[Problem details] Report back every line from the entries below in which the word "direction" occurs.

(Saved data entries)

+ + + + + + +

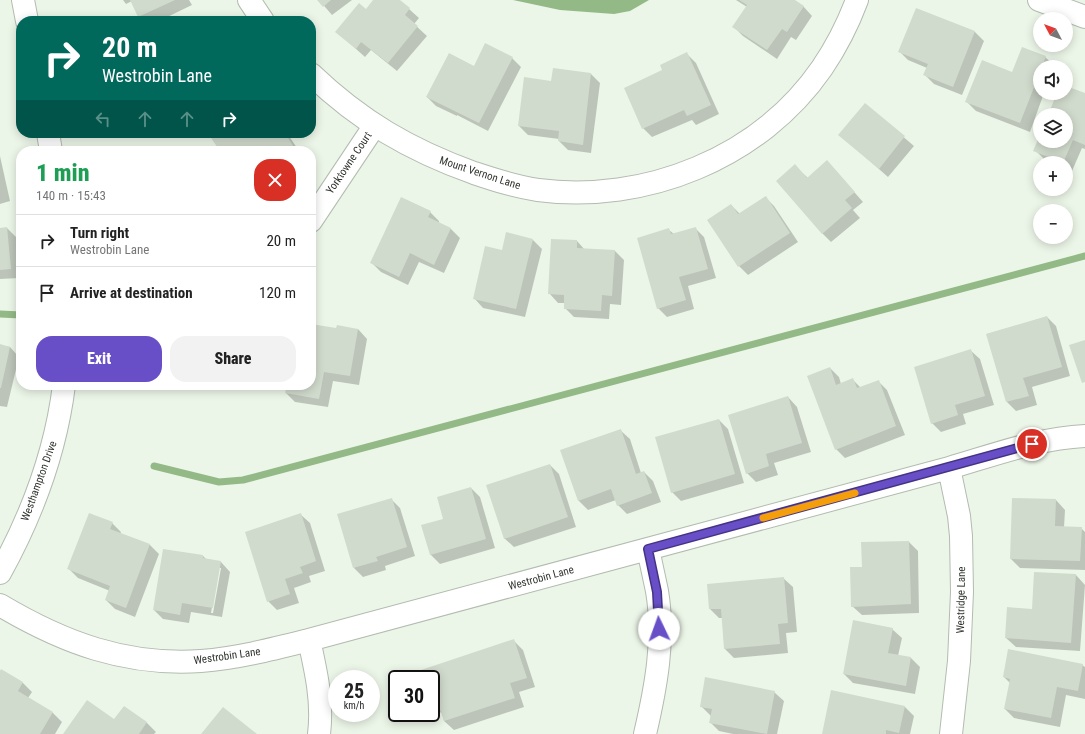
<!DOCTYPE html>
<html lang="en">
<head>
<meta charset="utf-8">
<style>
  :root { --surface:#fff; --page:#f2f2f2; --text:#222; --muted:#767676; --line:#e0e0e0; --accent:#684fc8 }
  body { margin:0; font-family:"Roboto Condensed",sans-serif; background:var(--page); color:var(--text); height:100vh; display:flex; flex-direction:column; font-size:15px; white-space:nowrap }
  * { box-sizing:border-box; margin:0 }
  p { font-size:13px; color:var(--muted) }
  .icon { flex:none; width:22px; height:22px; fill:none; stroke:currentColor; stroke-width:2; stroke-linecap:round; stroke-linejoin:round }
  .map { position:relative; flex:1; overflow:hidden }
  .drawer { position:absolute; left:16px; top:146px; width:300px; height:244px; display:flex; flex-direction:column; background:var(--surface); border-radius:16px; box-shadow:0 2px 10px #0003 }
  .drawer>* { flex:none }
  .hud { position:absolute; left:16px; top:16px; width:300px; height:122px; border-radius:16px; box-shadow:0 2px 10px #0003; background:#00695c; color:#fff; overflow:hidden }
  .needle { width:26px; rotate:311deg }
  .controls { position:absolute; left:1033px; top:12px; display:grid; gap:8px }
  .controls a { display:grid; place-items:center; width:40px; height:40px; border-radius:50%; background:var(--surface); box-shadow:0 2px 10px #0003; font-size:20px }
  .speed { position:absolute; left:328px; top:670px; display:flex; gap:8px; font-size:20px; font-weight:700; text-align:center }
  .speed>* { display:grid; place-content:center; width:52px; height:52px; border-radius:50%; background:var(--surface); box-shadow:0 2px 10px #0003; line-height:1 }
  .speed small { font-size:10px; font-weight:400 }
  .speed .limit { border:2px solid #111; border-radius:6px; background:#fff; color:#111 }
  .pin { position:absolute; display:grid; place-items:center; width:34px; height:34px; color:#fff; margin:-17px; border:2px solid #fff; border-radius:50%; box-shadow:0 1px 4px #0007 }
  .me { position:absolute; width:44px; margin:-22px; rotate:357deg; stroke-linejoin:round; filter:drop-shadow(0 0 3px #0008) }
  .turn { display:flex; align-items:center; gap:14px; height:84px; padding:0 20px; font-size:18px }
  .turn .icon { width:52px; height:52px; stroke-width:2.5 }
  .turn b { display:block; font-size:28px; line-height:34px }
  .lanes { display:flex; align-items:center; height:38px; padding:0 20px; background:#0003; justify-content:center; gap:20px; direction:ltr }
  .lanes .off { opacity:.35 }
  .round { display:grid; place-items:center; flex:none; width:42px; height:42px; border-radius:16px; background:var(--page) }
  .summary { display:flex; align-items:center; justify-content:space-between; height:68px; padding:0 20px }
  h1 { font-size:24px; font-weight:800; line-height:30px; color:#1e9e55 }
  .action { display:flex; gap:8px; margin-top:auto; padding:8px 20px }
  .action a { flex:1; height:46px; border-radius:16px; background:var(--accent); color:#fff; font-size:16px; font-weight:800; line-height:46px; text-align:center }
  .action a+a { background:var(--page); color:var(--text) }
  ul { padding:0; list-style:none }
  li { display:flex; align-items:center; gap:12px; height:52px; padding:0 20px; border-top:1px solid var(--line) }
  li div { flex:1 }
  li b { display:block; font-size:15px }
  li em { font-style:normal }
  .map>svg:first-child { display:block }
</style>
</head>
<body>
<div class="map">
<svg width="1085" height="734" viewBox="0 0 1085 734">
  <rect width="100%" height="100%" fill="#ecf6e8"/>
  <path fill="#93b986" d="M513 0H649L630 11 614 14 560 10Z"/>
  <path fill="#0003" fill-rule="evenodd" d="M123 0H189L192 5 159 21H143L139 17 132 1 126 4Z
    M319 0H352L332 15Z
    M375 0H399L419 18 414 24 427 36 397 71 371 50 365 57 337 32 366 10Z
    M736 0H794L803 6 812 16 796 40 791 37 777 59 743 36 734 27 747 7Z
    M917 9 975 32 984 41 962 95 934 84 925 75 927 68 908 60 899 51Z
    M486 44 512 58 521 67 488 131 457 115V116L436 106 427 97 474 67Z
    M687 54 696 63 719 114 696 125 692 120 652 137 643 128 663 71Z
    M1045 57 1055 66 1040 67V93H1044L1030 132 976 111 967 102 1013 73Z
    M591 74 600 83 591 153 568 150 559 141V139L528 135 519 126 552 82Z
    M1066 87 1085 94V149L1082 148 1072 171 1066 168V163H1052L1044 159 1035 150 1040 137V141H1066V115H1049L1058 93H1066Z
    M865 104 914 146 888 177 840 135Z
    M214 133H287L299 151H221Z
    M0 156 10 201 0 204Z
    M827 161 863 202 853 210 860 218 831 242 822 233 795 166 808 178Z
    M765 197 774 206 798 242 748 275 739 266 708 220 731 205 740 214Z
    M430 212 439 221V223L451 229 460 238 444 273 419 262 408 285 381 272 372 263Z
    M7 228 16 237 19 278 0 279V229Z
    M695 228 704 237 716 278 688 286 694 309 667 317 658 308 669 230 674 234Z
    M533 240 542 249 525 317 483 308 474 298 503 251Z
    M577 241 585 250 615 251 624 260 621 305 610 304 609 319 574 317 565 308V303H558L549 293Z
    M1047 317 1056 326 1070 376 1032 387 1037 405 1016 411 1007 402 987 334Z
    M311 325 337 329H358L367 339 359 385 333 381 328 407 295 402 286 393 288 385H311Z
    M0 345 10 347 19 357 7 407 0 406Z
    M970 350 980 359 994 405 963 414 966 424 941 432 932 423Z
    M830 368 839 377 841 384 853 380 861 388 878 381 887 390 905 435 845 458 836 449Z
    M788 397 797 407 811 452 774 463 778 475 756 482 747 473Z
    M719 420 728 429 744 483 681 501 672 492Z
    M620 430 630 439 641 473 644 472 653 481 661 502 627 514 618 505 616 500 588 510 579 501 561 451Z
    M550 465 559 474 576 527 514 547 504 538Z
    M471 488 480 497 495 548 440 564 431 555 423 526 444 520Z
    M391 499 400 508 415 556 385 566 386 570 363 577 354 568Z
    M1056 500 1065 510 1064 528H1081L1085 532V570L1020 568 1011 559Z
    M300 514 310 523 325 571 309 576 311 582 294 588 299 603 277 610 268 601Z
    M112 523 121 532 120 534 150 545 159 554 135 617 115 609 106 600 110 591 78 578 69 569Z
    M909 542 918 551 919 613 862 615 852 606Z
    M203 556 207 560 221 562 230 572 222 617 191 612 189 623 163 619 154 610ZM219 568H221L213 613H211Z
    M1076 575 1085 585 1080 651 1016 647 1006 638 1033 610Z
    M783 578 793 587 797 632 786 633 788 653 734 658 725 649 723 618H719L710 609Z
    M892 629 902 638 898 656 911 658 920 667 915 694 853 683 844 674Z
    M514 641 523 650 535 687 519 692 524 707 454 730 444 721 442 712 424 718 419 713H431V679H405Z
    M1082 665 1085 667V699L1066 695 1060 727 1014 718 1005 709 1010 683 1004 677Z
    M1 670 23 683 32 692 28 698 53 713 62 722 55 734H0V673Z
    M774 692 784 701 777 734H733L719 731 710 722 711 716 701 706Z
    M832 692 905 707 914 716 910 734H823Z
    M124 707 147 723 156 732 154 734H64L114 721Z"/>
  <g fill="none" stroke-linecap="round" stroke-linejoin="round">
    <path stroke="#93b986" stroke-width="7" d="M0 314 21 315
      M154 466 219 482 243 480 1085 256"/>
  </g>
  <path fill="#d1dbcd" d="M130 0H175L138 17Z
    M317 0H331L323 7Z
    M373 0H400L410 8 405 15 418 26 388 63 361 42 356 49 335 32 359 3 366 9Z
    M739 0H795L804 6 787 32 782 29 767 50 732 27 747 5Z
    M916 8 975 31 953 87 923 75 928 64 898 52Z
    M485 43 513 57 479 123 426 97 449 53 474 66Z
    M1022 47 1046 56 1042 67H1040V72L1020 123 965 102 982 60 1012 72Z
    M687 52 711 105 687 116 684 110 642 129 624 88 662 70 660 65Z
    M553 68 591 73 583 145 558 141 559 131 518 126 524 77 551 81Z
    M1066 86 1085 93V145L1073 140 1063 163 1033 151 1040 135V141H1066V115H1048L1057 93H1066Z
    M865 103 905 136 879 169 838 135Z
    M212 133H285L295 149 292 151H220L209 135Z
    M827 160 855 192 845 200 852 208 822 234 776 181 795 164 807 178Z
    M766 196 790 233 738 267 707 220 731 204 738 214Z
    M401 197 431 211 428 217 451 228 434 265 410 253 399 277 370 263Z
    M7 227 11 269 0 270V228Z
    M696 227 708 269 679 277 686 300 657 309 637 238 669 228 671 234Z
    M506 232 533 239 516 309 473 299 485 246 502 250Z
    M551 239 577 240V248L615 250 612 296 602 295 601 311 564 309V295L548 294Z
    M1047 316 1062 367 1023 378 1029 396 1006 402 986 334Z
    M311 324 336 328 337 325 358 329 350 376 324 372 319 399 285 393 287 385H311Z
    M1085 340V382L1082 383 1069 345Z
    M0 344 10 347 1 388H0Z
    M971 349 985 396 955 405 958 415 931 424 914 367Z
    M830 367 836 385 853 378 857 388 879 380 896 426 835 450 807 376Z
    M788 396 802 443 766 454 769 466 746 474 728 415Z
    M719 419 735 474 671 493 655 437Z
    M621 429 636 474 644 471 652 493 617 506 611 489 578 501 560 450Z
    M550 464 568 517 504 539 486 485Z
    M471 487 486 539 430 555 421 525 443 519 437 497Z
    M392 498 407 547 376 557 378 561 353 568 337 514Z
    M1012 498 1056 499 1055 526 1082 527 1080 561 1010 559Z
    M89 513 113 522 110 529 150 544 126 608 105 600 110 586 67 569Z
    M301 513 316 561 300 567 303 573 285 579 290 594 267 602 245 532Z
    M909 541 911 604 851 607 850 567H862L861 542Z
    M163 549 203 555V558L221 561 213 608 182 603 180 615 153 610Z
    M1034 572 1076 574 1071 643 1005 638 1007 607 1032 609Z
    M784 577 788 623 778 624 780 644 724 649 721 609H709L707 584Z
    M853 620 893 628 888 653 911 657 906 686 843 674Z
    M514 639 527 678 510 683 515 698 444 721 437 701 431 703V679H404L403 676Z
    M1008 649 1083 664 1078 691 1057 687 1051 718 1004 709 1010 679 1003 677Z
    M1 669 23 682 18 691 53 712 40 734H0V671Z
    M705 677 775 691 767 734 709 723 712 709 700 707Z
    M831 690 905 706 899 733 886 730V734H822Z
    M87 700 114 719 124 706 147 722 139 734H63Z
    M223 707 257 734H201Z"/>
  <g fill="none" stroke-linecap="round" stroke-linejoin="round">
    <g stroke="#b2bcaf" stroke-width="24">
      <path id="minor" d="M23 0 27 21
        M249 0 263 21
        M1039 0 1085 17
        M311 74C360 121 410 150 474 173 495 180 516 187 538 190 645 204 760 158 822 68 837 46 848 24 857 0
        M48 133 51 151
        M311 221 375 125
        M949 468 959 516 961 536 962 592 959 661 951 734
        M0 573C32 515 56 450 64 385
        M0 605C64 643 126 666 201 661 238 658 273 649 309 640L949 468C994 455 1039 438 1085 436
        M309 640C316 671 323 702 319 734
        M645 734C656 687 665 639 657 591 654 577 651 563 648 549"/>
    </g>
    <use href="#minor" stroke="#fff" stroke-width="22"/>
  </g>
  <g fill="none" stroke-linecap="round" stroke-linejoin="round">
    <g stroke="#443382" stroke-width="10">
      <path id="route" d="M659 629 657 592 648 549 1032 444"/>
    </g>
    <use href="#route" stroke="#684fc8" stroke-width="7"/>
    <path stroke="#f59e0b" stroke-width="7" d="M763 518 855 493"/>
  </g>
  <g text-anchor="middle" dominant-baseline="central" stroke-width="3" stroke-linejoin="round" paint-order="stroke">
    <g font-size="11" fill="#30342e" stroke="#fff">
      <text transform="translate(349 163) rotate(-56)">Yorktowne Court</text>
      <text transform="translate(480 173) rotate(18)">Mount Vernon Lane</text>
      <text transform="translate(39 481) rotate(-70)">Westhampton Drive</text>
      <text transform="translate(541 578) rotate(-15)">Westrobin Lane</text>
      <text transform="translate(961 600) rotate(-89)">Westridge Lane</text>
      <text transform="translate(227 656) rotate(-8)">Westrobin Lane</text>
    </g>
  </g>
</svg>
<div class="controls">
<a><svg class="needle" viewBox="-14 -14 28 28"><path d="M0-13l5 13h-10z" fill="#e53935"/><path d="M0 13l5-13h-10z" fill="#767676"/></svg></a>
<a><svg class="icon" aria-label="sound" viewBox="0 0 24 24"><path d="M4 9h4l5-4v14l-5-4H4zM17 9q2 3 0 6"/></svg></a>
<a><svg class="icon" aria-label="layers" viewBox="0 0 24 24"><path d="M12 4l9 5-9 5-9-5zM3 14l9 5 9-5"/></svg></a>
<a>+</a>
<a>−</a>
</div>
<div class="speed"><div>25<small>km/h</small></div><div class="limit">30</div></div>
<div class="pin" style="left:1032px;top:444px;background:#d93025"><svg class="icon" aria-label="arrive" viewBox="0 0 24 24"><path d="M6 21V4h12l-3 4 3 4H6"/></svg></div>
<svg class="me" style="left:659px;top:629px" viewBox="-20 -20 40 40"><circle r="19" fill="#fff"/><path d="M0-13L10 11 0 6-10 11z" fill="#684fc8"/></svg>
<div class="hud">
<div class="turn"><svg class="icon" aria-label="right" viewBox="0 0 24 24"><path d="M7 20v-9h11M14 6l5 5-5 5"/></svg><div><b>20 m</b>Westrobin Lane</div></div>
<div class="lanes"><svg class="icon off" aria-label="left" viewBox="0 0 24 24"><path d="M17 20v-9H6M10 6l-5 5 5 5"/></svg><svg class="icon off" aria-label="ahead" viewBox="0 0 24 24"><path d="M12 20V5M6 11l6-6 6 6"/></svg><svg class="icon off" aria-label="ahead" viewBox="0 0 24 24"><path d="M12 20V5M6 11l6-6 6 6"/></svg><svg class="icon" aria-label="right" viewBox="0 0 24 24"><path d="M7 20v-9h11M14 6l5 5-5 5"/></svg></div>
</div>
<section class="drawer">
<div class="summary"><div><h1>1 min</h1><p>140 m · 15:43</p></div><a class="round" style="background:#d93025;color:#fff"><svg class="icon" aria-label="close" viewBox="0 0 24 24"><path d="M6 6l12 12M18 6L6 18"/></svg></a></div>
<ul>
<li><svg class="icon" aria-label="right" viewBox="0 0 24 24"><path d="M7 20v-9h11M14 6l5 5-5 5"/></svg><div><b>Turn right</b><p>Westrobin Lane</p></div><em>20 m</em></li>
<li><svg class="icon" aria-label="arrive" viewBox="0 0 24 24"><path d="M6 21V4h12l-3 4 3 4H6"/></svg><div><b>Arrive at destination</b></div><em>120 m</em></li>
</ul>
<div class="action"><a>Exit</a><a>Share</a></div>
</section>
</div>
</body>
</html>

+ + + + + + +

[Solution to this exercise]
  body { margin:0; font-family:"Roboto Condensed",sans-serif; background:var(--page); color:var(--text); height:100vh; display:flex; flex-direction:column; font-size:15px; white-space:nowrap }
  .drawer { position:absolute; left:16px; top:146px; width:300px; height:244px; display:flex; flex-direction:column; background:var(--surface); border-radius:16px; box-shadow:0 2px 10px #0003 }
  .lanes { display:flex; align-items:center; height:38px; padding:0 20px; background:#0003; justify-content:center; gap:20px; direction:ltr }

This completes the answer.